# 2011/2012 babies pic heavy **updated**



## RPC (Nov 6, 2009)

Caliber- He is a lot longer but is is 20 degrees so he is hunched up a little








Nubian








Caliber and Nubian








Marsha








Jan








Cindy








Marsha, Jan, Cindy, and Jasmine; nice family photo.








SB








SB








JB this is where Joy makes him sleep








JB


----------



## RMADairyGoats (Jun 20, 2011)

*Re: 2011/2012 babies pic heavy*

Awwww so cute!!! I love Nubian  And JB could not be any cuter


----------



## toth boer goats (Jul 20, 2008)

*Re: 2011/2012 babies pic heavy*

So adorable...... thanks for sharing........ :thumb:


----------



## Maggie (Nov 5, 2010)

*Re: 2011/2012 babies pic heavy*

They are sooo cute!! JB's coat looks so curly :greengrin:


----------



## Burns Branch Boers (Apr 11, 2011)

*Re: 2011/2012 babies pic heavy*

Caliber is REALLY thick!! Nice :thumb:

Awww those babies are so cute! I love the little "frosted" look to SB's ears and JB well I think he is my fave of all! He is just a doll!
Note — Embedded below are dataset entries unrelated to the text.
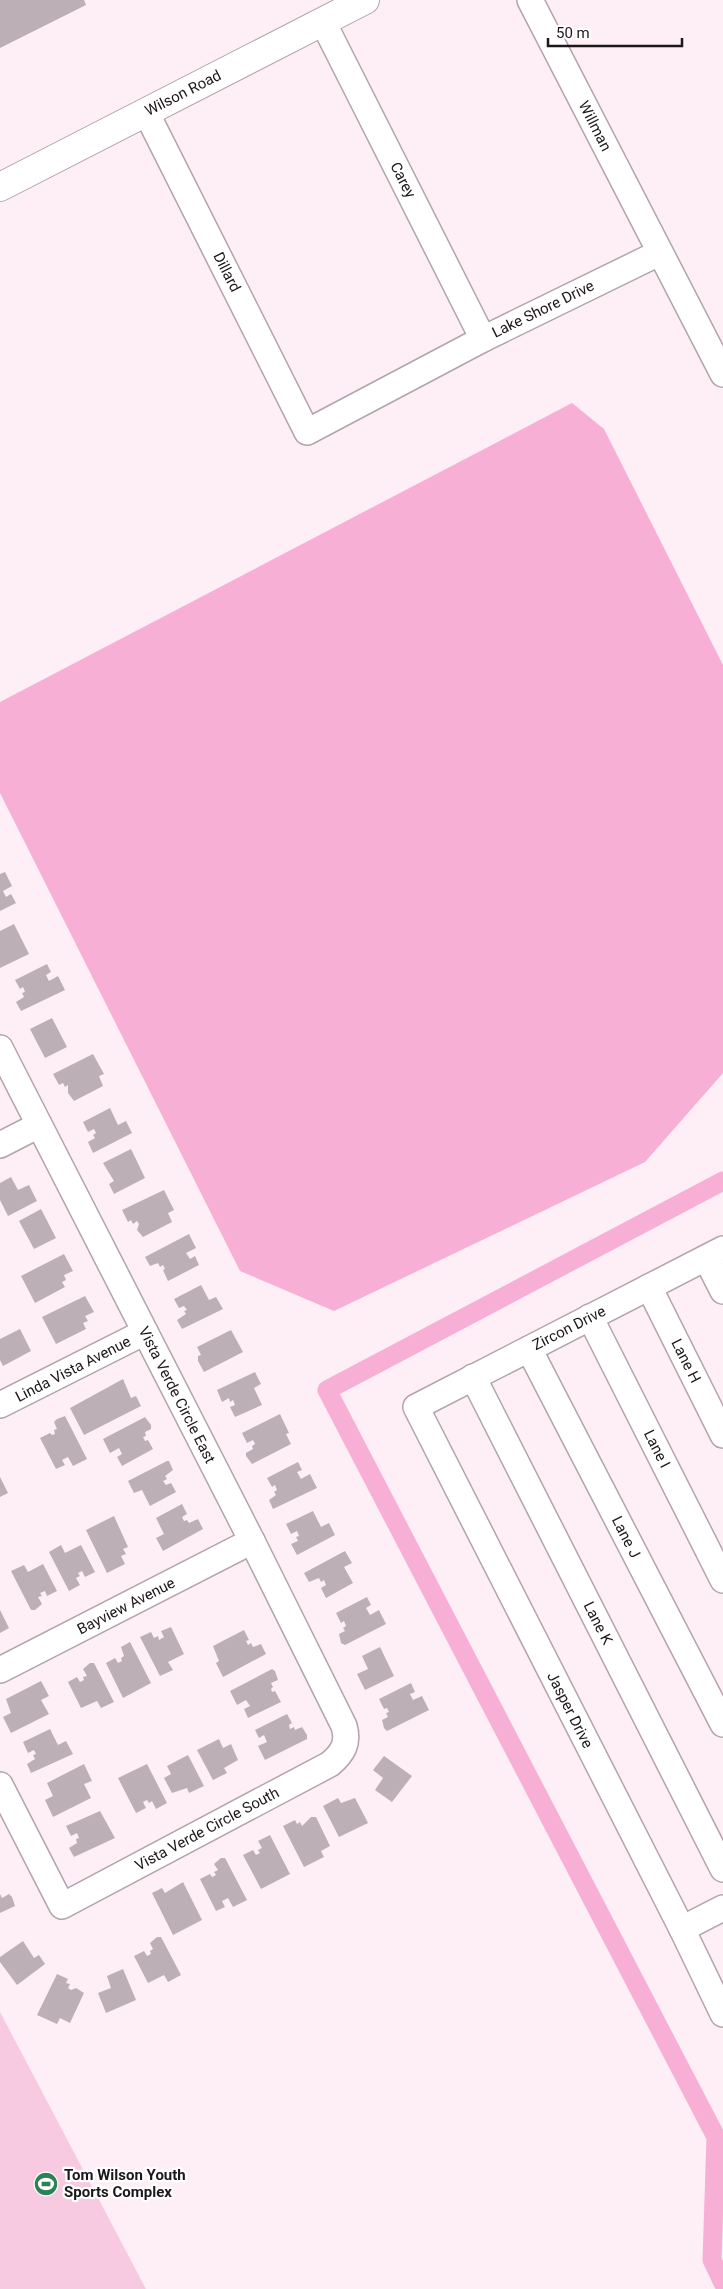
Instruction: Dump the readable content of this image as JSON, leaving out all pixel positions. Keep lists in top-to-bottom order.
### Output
{
  "streets": {
    "main road": ["Wilson Road"],
    "street": [
      "Willman",
      "Carey",
      "Dillard",
      "Lake Shore Drive",
      "Zircon Drive",
      "Lane H",
      "Linda Vista Avenue",
      "Vista Verde Circle East",
      "Lane I",
      "Lane J",
      "Bayview Avenue",
      "Lane K",
      "Jasper Drive",
      "Vista Verde Circle South"
    ]
  },
  "crossings": [
    ["Wilson Road", "Carey"],
    ["Wilson Road", "Dillard"],
    ["Willman", "Lake Shore Drive"],
    ["Carey", "Lake Shore Drive"],
    ["Dillard", "Lake Shore Drive"],
    ["Zircon Drive", "Lane H"],
    ["Zircon Drive", "Lane I"],
    ["Zircon Drive", "Lane J"],
    ["Zircon Drive", "Lane K"],
    ["Zircon Drive", "Jasper Drive"],
    ["Linda Vista Avenue", "Vista Verde Circle East"],
    ["Vista Verde Circle East", "Bayview Avenue"],
    ["Vista Verde Circle East", "Vista Verde Circle South"]
  ],
  "places": {
    "sports": ["Tom Wilson Youth Sports Complex"]
  },
  "scale_bar": "50 m"
}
Those little girls are perfectly cute! So will you be selling them? If so it won't be hard at all to sell that little red doeling-she will be a hot commodity. There are a bunch of goat people in our area who will fight like adults over cabbage patch kids for a nice, red doe :ROFL:

LOL re: where Joy makes JB sleep--where is in it the barn and why does she make his sleep in a certain area? That is cute.


----------



## HoosierShadow (Apr 20, 2010)

*Re: 2011/2012 babies pic heavy*

Very cute  Cindy sure is a cute girl, I love her red color! Still think JB looks like a little Bandit with his markings!


----------



## RPC (Nov 6, 2009)

*Re: 2011/2012 babies pic heavy*

BBB-She makes him sleep in the corner of the stall with the wall to the right. wall behind and hay feeder to the left. That way she can stand or sleep in front and noone can get to him. She is sharing a stall with her dam who is the sweetest doe in the world and is the only de-horned doe we have. Joy beats up her own mom but still worry's she will hurt her baby. I do think we will sell 1 or 2 of the girls. I don't think we need all # from the same litter but it will not be until after the fair.

Candice-Right now Jan is my favorite and I am sure I could sell Cindy really fast for a decent price. If paintball would have been 100% on paper she would be 98.5% but of course he had no papers so these are just commercial kids.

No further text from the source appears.